Там было весело, пестро и шумно, строгали тазик салата («на оливье надо триста грамм колбасы, а остальное - по числу участников», разглагольствовал Макс, дирижируя сигаретой), пели до хрипоты, танцевали, обнимались, пили, а народ все прибывал, и к ночи мы поняли, что просчитались: нам, залетным московским пташкам, не осталось места для ночевки даже на полу.
«А, одновá живем!». Макс хлопнул меня по плечу, и мы достали кошельки и сверили наличность. С ним никогда нельзя было предугадать результат. Бывало, что мы делили последнюю пачку макарон, и даже кетчуп приходилось клянчить у соседей - а иной раз мы заваливались под его предводительством в такие места, куда не ступала моя потрепанная студенческая туфля. Сегодня мы, считай, шиковали.

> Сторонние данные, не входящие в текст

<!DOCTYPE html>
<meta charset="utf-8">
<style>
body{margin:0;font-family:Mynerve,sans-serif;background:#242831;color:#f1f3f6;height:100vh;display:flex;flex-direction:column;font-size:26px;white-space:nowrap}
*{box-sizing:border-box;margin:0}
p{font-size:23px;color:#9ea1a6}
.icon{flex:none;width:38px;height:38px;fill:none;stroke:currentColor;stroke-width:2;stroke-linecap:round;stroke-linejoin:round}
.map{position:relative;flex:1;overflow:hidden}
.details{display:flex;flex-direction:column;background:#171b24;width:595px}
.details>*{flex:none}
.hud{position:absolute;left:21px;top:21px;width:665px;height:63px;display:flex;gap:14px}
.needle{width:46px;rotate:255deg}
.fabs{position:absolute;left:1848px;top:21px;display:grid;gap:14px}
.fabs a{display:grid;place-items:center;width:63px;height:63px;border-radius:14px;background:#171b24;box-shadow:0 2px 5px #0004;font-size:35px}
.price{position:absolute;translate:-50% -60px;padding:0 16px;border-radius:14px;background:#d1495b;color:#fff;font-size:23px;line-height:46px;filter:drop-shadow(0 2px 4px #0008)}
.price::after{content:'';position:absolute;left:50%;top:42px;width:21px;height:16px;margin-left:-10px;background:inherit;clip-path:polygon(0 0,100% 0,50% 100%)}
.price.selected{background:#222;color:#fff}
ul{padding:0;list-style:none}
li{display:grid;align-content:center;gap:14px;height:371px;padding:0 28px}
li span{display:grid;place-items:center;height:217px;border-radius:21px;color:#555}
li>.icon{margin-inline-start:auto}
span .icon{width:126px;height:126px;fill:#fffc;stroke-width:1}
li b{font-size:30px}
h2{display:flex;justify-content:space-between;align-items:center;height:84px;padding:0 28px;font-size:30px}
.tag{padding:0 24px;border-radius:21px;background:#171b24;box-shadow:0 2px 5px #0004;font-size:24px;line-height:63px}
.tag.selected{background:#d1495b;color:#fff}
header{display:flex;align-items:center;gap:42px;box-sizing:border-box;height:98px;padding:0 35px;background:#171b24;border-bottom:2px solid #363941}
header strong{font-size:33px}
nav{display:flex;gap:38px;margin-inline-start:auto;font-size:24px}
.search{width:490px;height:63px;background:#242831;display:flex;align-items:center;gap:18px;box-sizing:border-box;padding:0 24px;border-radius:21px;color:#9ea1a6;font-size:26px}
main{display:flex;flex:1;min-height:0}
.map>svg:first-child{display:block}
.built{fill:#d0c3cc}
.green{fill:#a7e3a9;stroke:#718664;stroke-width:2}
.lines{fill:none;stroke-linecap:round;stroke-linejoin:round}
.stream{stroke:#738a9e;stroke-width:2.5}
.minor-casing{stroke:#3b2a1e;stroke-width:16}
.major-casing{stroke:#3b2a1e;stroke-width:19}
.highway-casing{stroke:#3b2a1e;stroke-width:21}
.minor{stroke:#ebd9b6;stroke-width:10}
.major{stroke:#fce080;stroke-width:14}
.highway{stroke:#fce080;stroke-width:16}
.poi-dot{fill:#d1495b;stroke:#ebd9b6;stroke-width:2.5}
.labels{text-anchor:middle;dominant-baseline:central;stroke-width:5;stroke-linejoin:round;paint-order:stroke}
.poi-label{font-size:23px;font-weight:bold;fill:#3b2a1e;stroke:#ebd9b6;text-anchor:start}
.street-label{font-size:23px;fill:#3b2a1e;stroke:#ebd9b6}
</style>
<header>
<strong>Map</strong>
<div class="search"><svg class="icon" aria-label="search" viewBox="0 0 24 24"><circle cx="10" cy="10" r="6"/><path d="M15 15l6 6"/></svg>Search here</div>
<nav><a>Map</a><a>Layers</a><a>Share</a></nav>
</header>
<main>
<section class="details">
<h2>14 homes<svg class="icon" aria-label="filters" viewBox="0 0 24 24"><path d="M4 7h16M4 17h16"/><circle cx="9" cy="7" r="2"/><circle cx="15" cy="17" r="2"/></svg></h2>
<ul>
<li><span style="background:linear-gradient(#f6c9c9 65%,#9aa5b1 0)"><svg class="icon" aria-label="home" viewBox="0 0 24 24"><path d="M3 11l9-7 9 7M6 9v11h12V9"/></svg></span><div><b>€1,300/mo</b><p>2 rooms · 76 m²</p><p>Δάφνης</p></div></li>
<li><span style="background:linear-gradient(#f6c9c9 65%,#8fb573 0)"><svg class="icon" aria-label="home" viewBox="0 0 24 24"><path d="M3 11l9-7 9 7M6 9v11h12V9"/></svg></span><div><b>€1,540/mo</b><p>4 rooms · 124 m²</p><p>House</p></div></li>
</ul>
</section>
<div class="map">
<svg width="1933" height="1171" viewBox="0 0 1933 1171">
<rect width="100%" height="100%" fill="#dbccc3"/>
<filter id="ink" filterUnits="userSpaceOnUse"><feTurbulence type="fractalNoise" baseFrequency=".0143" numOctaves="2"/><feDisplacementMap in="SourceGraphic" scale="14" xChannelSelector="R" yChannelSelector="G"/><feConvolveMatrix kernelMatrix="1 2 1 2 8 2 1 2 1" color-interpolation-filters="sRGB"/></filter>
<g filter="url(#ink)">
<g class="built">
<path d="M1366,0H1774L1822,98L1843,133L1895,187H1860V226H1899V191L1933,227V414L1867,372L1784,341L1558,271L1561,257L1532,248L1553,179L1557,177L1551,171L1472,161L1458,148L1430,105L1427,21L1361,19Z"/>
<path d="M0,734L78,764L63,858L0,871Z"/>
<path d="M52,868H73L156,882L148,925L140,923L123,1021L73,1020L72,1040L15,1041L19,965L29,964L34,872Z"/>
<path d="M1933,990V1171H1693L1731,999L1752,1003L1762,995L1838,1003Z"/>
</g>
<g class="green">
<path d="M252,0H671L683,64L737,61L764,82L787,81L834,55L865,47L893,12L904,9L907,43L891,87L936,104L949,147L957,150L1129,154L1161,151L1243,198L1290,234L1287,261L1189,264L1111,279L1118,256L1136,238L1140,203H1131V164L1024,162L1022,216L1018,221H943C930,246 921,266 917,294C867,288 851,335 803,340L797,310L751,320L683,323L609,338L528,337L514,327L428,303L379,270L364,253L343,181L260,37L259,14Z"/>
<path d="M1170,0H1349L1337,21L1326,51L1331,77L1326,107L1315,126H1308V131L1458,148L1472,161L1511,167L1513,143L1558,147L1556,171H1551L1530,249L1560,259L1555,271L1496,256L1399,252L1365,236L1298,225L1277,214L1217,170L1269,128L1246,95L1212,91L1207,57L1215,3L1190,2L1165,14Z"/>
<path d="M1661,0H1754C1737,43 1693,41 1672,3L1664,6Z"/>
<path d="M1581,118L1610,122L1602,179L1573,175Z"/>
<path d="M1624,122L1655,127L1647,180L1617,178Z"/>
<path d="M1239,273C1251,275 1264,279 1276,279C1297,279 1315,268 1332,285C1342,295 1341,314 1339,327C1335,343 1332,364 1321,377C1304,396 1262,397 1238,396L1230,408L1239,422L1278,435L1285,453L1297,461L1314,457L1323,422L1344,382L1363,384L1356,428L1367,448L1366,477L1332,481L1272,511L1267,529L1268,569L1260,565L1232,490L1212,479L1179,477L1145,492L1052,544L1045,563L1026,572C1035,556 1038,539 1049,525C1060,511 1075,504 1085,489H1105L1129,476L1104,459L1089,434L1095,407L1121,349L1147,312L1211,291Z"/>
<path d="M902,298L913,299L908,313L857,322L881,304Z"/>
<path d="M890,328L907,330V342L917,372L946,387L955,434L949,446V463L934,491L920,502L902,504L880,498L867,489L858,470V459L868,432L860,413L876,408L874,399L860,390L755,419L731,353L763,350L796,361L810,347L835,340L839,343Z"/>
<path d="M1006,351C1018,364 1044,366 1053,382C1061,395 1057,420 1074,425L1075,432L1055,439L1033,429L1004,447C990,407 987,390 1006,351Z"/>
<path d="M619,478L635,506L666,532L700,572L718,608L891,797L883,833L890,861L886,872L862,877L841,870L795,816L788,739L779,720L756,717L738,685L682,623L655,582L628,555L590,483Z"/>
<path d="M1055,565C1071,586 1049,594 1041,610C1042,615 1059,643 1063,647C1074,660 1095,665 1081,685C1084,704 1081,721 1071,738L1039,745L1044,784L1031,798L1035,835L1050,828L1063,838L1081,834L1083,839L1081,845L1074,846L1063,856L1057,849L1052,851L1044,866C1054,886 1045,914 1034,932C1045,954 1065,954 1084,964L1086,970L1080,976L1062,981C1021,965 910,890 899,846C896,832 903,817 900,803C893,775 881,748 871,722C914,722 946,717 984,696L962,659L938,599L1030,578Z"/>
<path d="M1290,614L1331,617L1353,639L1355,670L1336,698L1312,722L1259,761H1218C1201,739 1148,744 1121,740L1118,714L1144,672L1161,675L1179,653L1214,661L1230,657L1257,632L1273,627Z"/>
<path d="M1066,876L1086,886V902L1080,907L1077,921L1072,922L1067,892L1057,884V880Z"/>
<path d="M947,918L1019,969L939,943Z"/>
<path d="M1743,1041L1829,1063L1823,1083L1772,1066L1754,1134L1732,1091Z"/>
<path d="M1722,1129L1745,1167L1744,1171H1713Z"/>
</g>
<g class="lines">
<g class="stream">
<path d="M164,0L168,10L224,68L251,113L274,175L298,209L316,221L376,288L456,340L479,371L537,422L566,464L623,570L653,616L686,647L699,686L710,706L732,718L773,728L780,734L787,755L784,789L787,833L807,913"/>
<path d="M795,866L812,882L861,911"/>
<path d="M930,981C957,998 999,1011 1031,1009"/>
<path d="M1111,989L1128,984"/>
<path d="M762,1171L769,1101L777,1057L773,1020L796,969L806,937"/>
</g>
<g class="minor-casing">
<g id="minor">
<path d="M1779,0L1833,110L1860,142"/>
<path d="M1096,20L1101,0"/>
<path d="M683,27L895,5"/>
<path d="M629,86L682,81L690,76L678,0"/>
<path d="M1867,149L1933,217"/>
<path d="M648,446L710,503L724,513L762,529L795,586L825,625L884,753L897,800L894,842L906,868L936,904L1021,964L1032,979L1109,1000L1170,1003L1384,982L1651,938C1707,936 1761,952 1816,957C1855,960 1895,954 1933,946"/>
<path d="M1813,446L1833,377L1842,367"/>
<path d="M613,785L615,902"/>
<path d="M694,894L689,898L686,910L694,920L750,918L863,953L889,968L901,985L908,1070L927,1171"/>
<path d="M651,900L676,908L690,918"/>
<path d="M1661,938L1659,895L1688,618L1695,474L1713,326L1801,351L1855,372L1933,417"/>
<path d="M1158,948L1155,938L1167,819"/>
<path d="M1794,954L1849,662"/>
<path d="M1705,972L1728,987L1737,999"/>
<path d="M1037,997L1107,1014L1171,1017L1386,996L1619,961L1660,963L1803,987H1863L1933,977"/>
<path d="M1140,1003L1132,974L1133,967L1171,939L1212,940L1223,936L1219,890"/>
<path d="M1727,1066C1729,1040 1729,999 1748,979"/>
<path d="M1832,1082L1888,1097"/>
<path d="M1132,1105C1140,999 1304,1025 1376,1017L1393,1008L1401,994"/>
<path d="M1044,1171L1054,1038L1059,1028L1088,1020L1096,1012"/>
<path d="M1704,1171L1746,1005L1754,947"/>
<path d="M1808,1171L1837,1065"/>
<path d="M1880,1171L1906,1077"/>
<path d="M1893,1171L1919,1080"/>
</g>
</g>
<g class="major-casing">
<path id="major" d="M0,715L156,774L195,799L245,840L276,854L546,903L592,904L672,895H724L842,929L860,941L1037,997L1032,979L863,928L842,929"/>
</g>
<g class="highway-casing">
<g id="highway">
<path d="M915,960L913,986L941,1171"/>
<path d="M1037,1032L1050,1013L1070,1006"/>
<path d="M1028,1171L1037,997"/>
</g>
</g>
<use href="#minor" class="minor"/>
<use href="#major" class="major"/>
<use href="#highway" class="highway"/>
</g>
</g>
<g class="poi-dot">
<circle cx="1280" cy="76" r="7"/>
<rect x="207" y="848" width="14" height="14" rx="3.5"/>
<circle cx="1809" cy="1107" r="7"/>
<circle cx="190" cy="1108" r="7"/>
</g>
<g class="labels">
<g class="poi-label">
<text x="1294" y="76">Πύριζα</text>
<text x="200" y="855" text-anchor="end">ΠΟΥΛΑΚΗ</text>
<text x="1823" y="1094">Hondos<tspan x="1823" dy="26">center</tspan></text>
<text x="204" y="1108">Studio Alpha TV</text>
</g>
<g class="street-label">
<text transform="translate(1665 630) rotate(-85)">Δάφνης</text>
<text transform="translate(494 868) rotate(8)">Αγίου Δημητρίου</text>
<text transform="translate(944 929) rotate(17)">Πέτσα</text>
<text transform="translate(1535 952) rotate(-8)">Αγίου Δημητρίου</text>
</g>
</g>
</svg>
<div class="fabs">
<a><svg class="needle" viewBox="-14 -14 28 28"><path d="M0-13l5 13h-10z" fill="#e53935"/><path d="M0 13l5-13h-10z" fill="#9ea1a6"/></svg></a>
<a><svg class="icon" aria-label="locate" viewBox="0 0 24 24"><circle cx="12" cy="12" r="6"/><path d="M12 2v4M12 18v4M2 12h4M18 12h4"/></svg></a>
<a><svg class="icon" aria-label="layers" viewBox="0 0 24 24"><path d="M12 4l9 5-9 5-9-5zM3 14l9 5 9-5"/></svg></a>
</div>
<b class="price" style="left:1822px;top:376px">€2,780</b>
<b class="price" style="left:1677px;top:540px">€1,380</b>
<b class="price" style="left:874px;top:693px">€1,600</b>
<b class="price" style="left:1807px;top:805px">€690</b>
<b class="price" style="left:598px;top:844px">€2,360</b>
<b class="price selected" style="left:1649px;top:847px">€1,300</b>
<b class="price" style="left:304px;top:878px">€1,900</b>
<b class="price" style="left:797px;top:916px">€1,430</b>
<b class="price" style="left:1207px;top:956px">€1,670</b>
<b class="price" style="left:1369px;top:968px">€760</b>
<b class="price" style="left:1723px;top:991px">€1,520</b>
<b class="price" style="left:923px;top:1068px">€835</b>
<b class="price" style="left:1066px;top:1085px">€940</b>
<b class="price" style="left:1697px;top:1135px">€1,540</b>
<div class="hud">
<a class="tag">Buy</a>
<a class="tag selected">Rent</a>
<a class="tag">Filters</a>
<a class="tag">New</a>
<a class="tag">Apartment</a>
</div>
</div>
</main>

Я прилаживалась к его беззаботному шагу, щурясь от мокрого ветра, а внутри мучительно вызревал неудобный вопрос. На два номера в гостинице наших роскошных финансов очевидным образом не хватало. Что же мы скажем на стойке? Что мы брат и сестра? С разными-то фамилиями? Смешно и нелепо теперь вспоминать, но для своих двадцати я была поразительно стыдлива.
Сводные! - услужливо подсказало воображение, и когда мы пересекли сонный холл, я уже сочинила разветвленную биографию нашего с ним общего семейства до третьего колена - только для того, чтобы наблюдать, как mon general молча, безо всяких объяснений, выложил наши паспорта и не моргнув спросил двухместный номер.
Я телепалась за ним, как селедка в кильватере круизного лайнера, размышляя, постигну ли я когда-нибудь секрет этого океанского дзена, и чувствовала себя, как всегда в такие минуты, беспомощной первоклашкой. Немножко злилась, немножко завидовала, немножко мстительно мечтала сбить с него эту бессовестную невозмутимость.
Но он вовсе не был невозмутим, мой всегда чуть насмешливый спутник. Не тогда. Что-то сделала с нами обоими та затхлая казенная прохлада, и я поняла это сразу, как захлопнула за нами дверь и скинула на пол знававший лучшие годы рюкзак. Они были горячими на ощупь - густые пятна мальчишеского румянца на его щеках - и сердце заполошным воробьем билось у меня прямо в пальцах, и именно это, из всего, что сталось с нами там и тогда, я запомнила накрепко.

- Ви, ты чего? Не плачь! - Лизка плюхается рядом. Я сморкаюсь в протянутую чутким ребенком салфетку.
- Нет, Лизун. Я не плачу. Это просто пыль. Пыль прошедших веков, - и я поднимаюсь, решительно отряхивая юбку.